In my dedication to discussing and expanding the horizons of dental discussion, today I’d like to talk about more systemic conditions.
It’s a fact a significant portion of the population must deal with a systemic condition, and their access to dental care is as valuable as those without.
A comprehensive periodontal evaluation of your patient should be performed with regard to conditions suggestive of systemic disorders, such as:
Physical disabilities;
- Signs or symptoms of xerostomia, mucocutaneous lesions, gingival overgrowth, excessive gingival haemorrhage, or other indicators of undetected or poorly-controlled systemic disease;
- Therapeutic drug use;
- Signs or symptoms of smoking, chemical dependency, and other addictive habits;
- History of recent or chronic diseases;
- Evidence of psychological/emotional factors;
- History of familial systemic disease.
You should also request laboratory tests as appropriate and, when warranted, referral to or consultation with other health care providers should be made.

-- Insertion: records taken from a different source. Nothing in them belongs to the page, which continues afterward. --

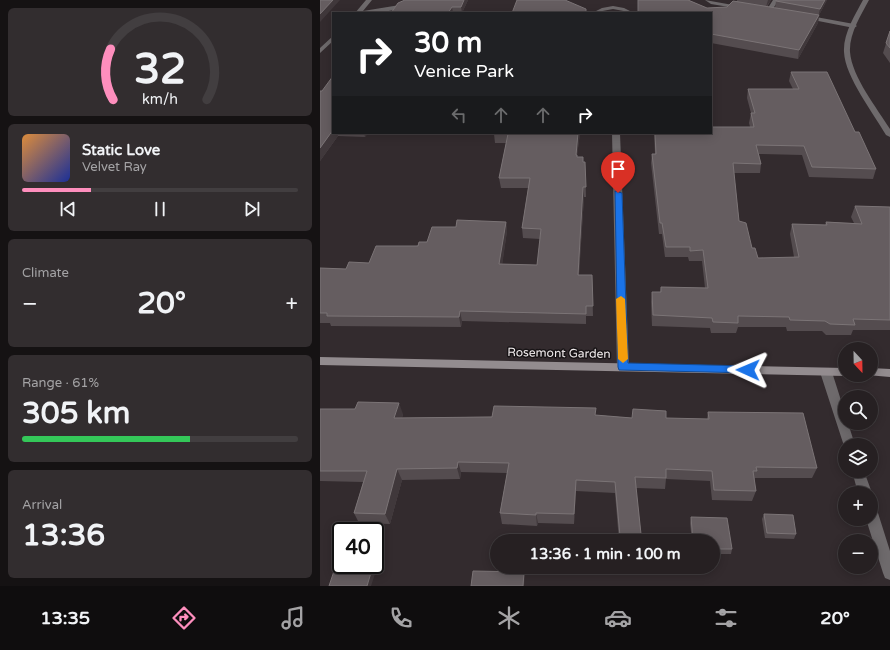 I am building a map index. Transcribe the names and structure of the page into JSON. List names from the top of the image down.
{
  "streets": {
    "street": ["Rosemont Garden"]
  },
  "north": "bottom",
  "page": {
    "turn": ["30 m", "Venice Park"],
    "song": ["Static Love", "Velvet Ray"],
    "tile": [
      "Climate",
      ["Range · 61%", "305 km"],
      ["Arrival", "13:36"]
    ],
    "heat": ["−", "20°", "+"],
    "map_buttons": ["+", "−"],
    "limit": "40",
    "trip": "13:36 · 1 min · 100 m",
    "tabs": ["13:35", "20°"],
    "gauge": ["32", "km/h"]
  }
} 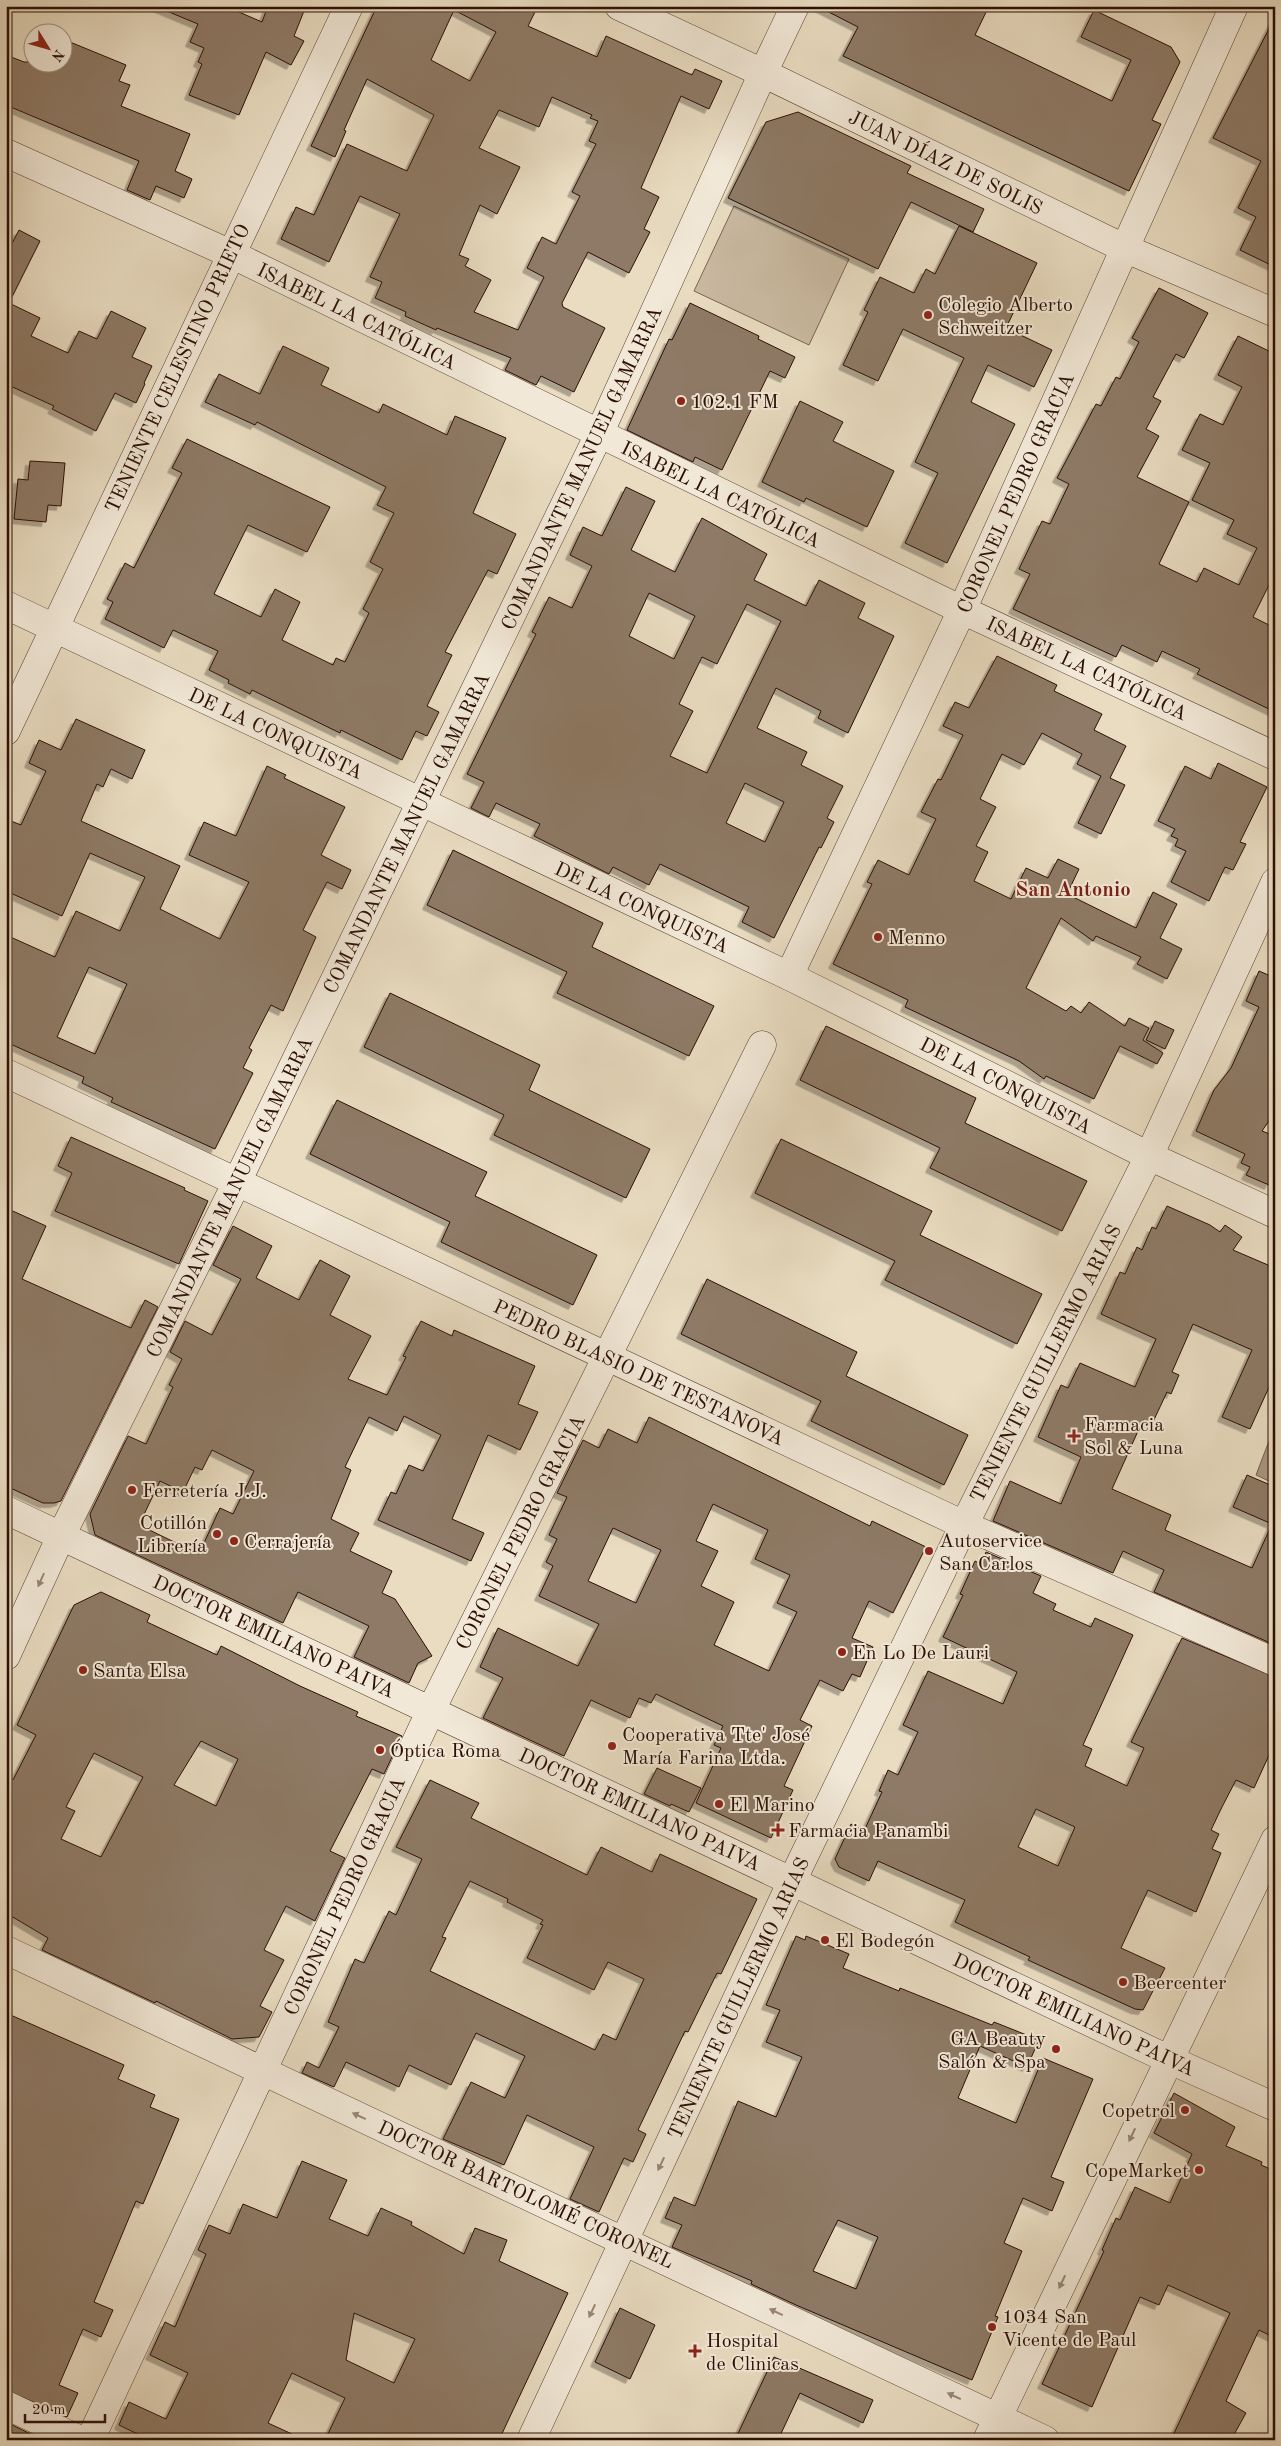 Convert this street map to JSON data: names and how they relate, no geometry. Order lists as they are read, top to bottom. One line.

Your therapeutic goal should be to achieve a degree of periodontal health consistent with the patient’s overall health status.

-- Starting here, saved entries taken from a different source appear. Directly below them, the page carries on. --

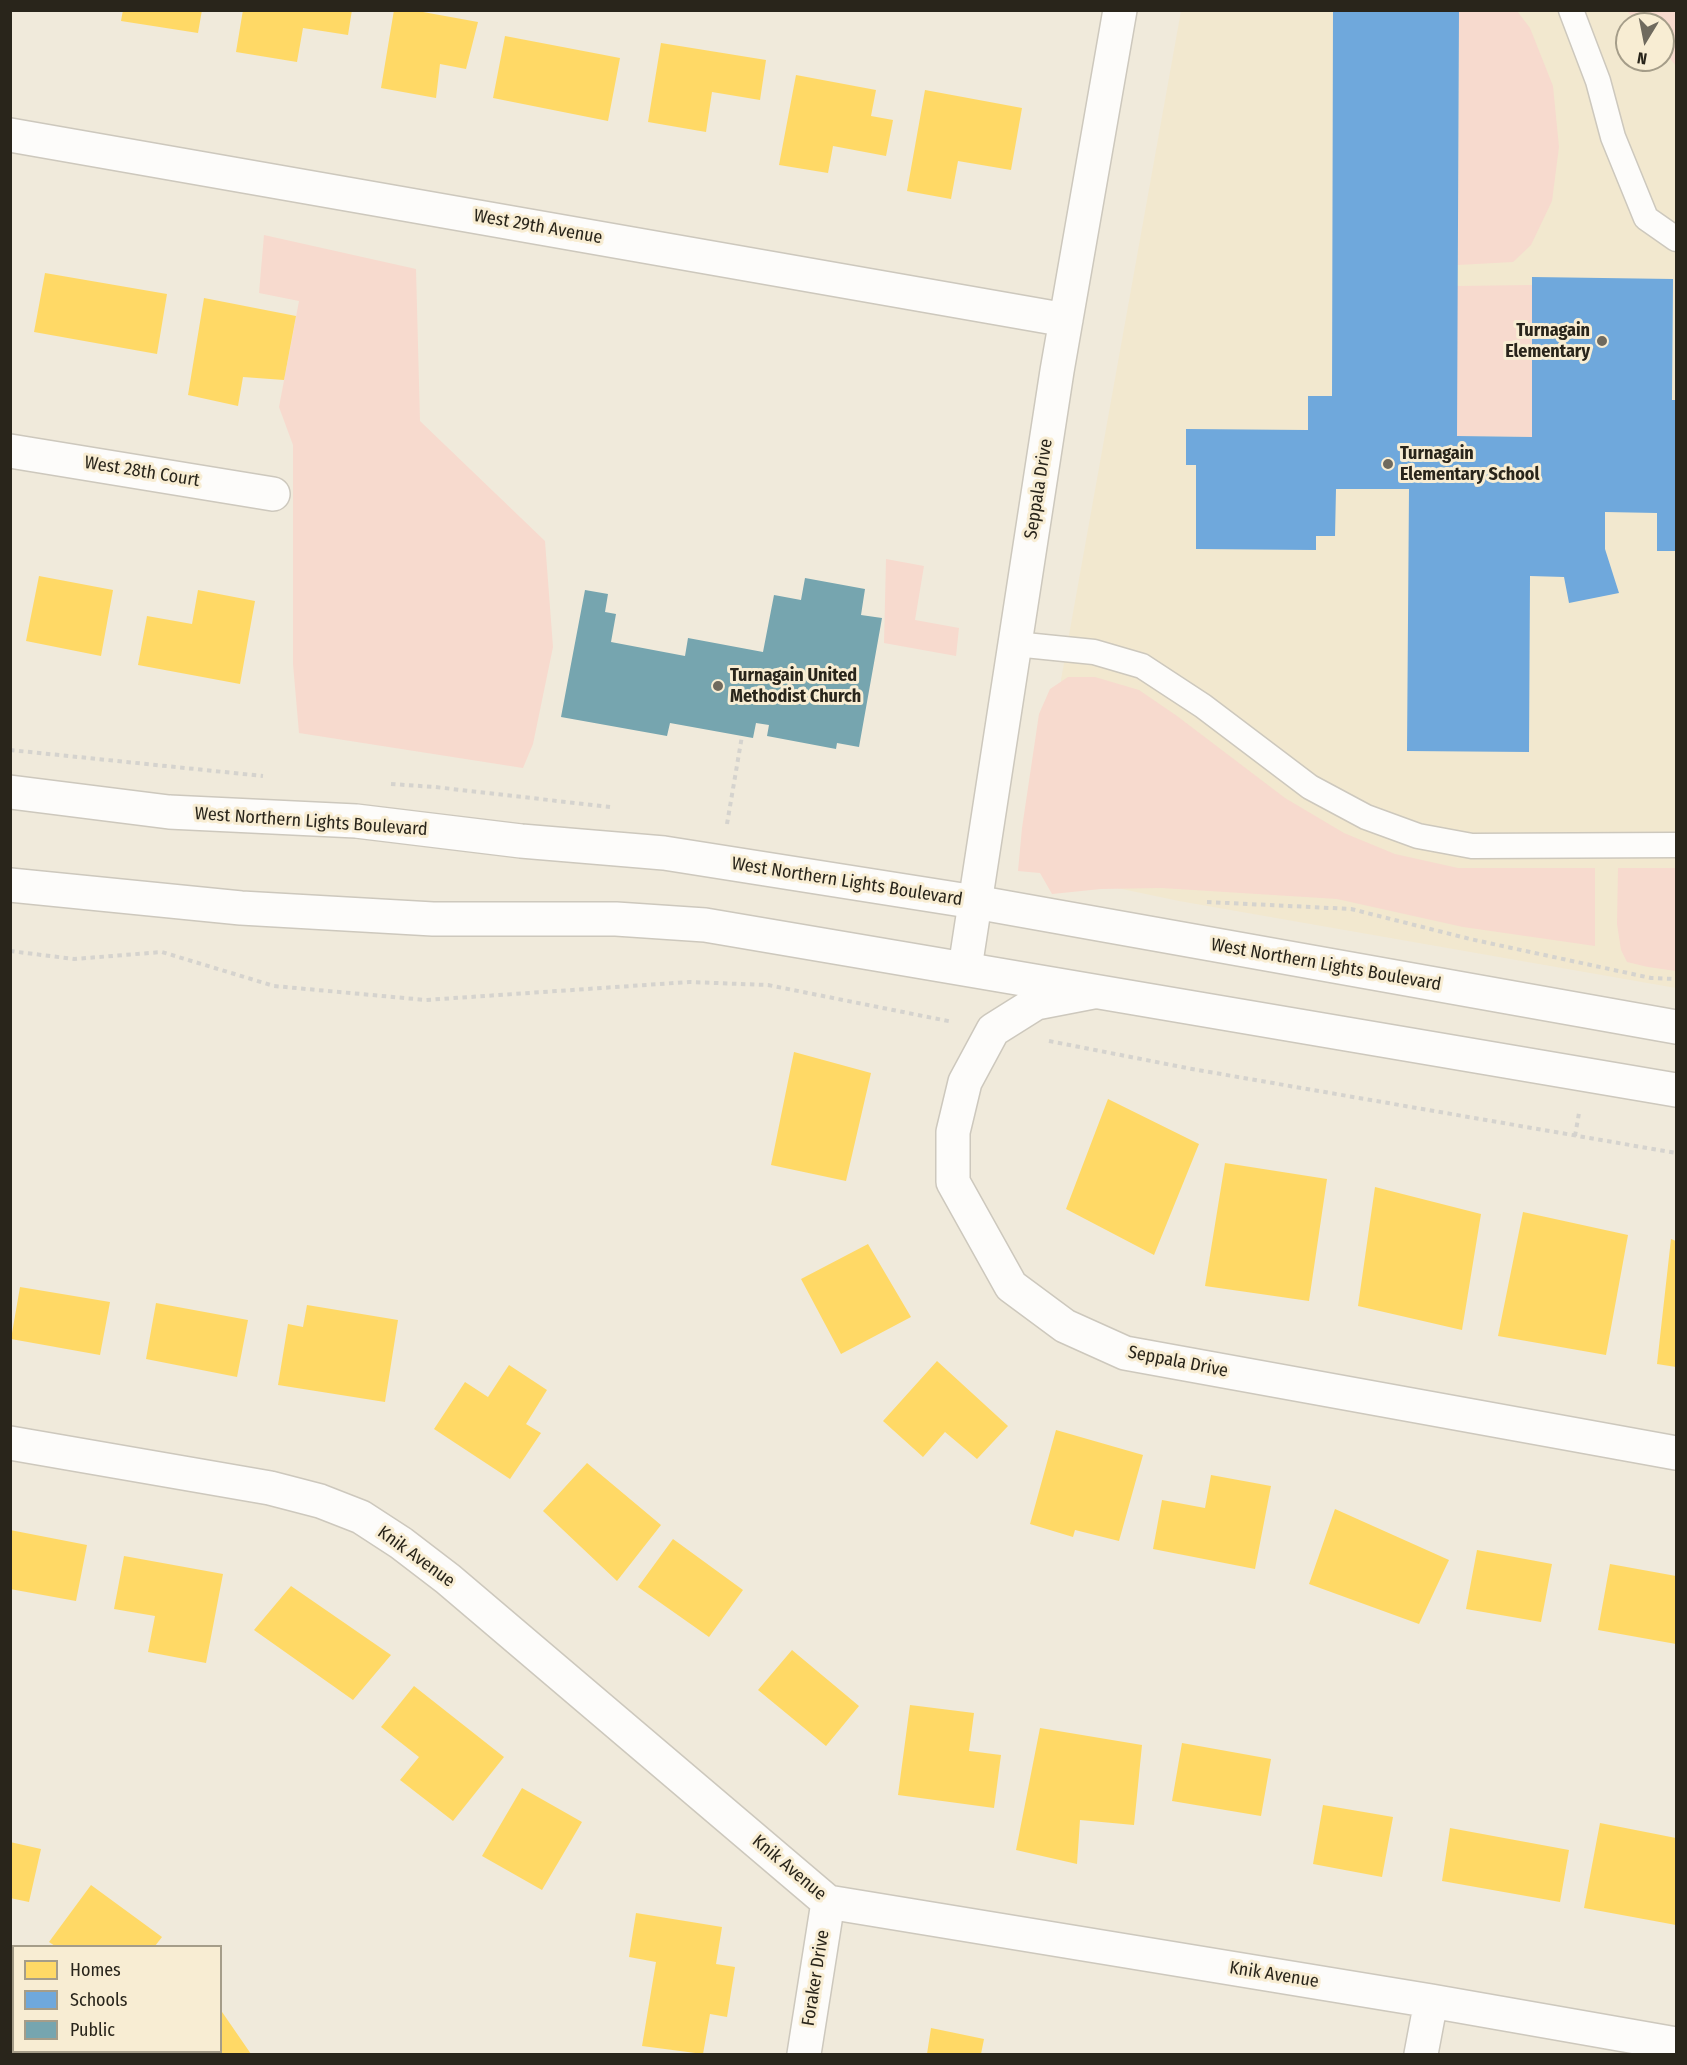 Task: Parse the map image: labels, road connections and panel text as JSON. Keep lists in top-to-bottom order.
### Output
{
  "streets": {
    "street": [
      "West 29th Avenue",
      "West 28th Court",
      "Seppala Drive",
      "West Northern Lights Boulevard",
      "Knik Avenue",
      "Foraker Drive"
    ]
  },
  "crossings": [
    ["West 29th Avenue", "Seppala Drive"],
    ["Seppala Drive", "West Northern Lights Boulevard"],
    ["Knik Avenue", "Foraker Drive"]
  ],
  "places": ["Turnagain Elementary", "Turnagain Elementary School", "Turnagain United Methodist Church"],
  "legend": ["Homes", "Schools", "Public"],
  "north": "bottom"
}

Treatment outcome in the patient with contributing systemic factors may be directly affected by the control of the systemic condition.
The systemic and psychological status of the patient should be identified to reduce medical risks that may compromise or alter the periodontal treatment.
A patient with systemic conditions that contribute to progression of periodontal diseases can successfully be treated utilizing well-established periodontal treatment techniques.
You should be aware, though, the systemic/psychological status of your patient may cause a change of the therapy planned and may also have an adverse affect on the treatment outcomes.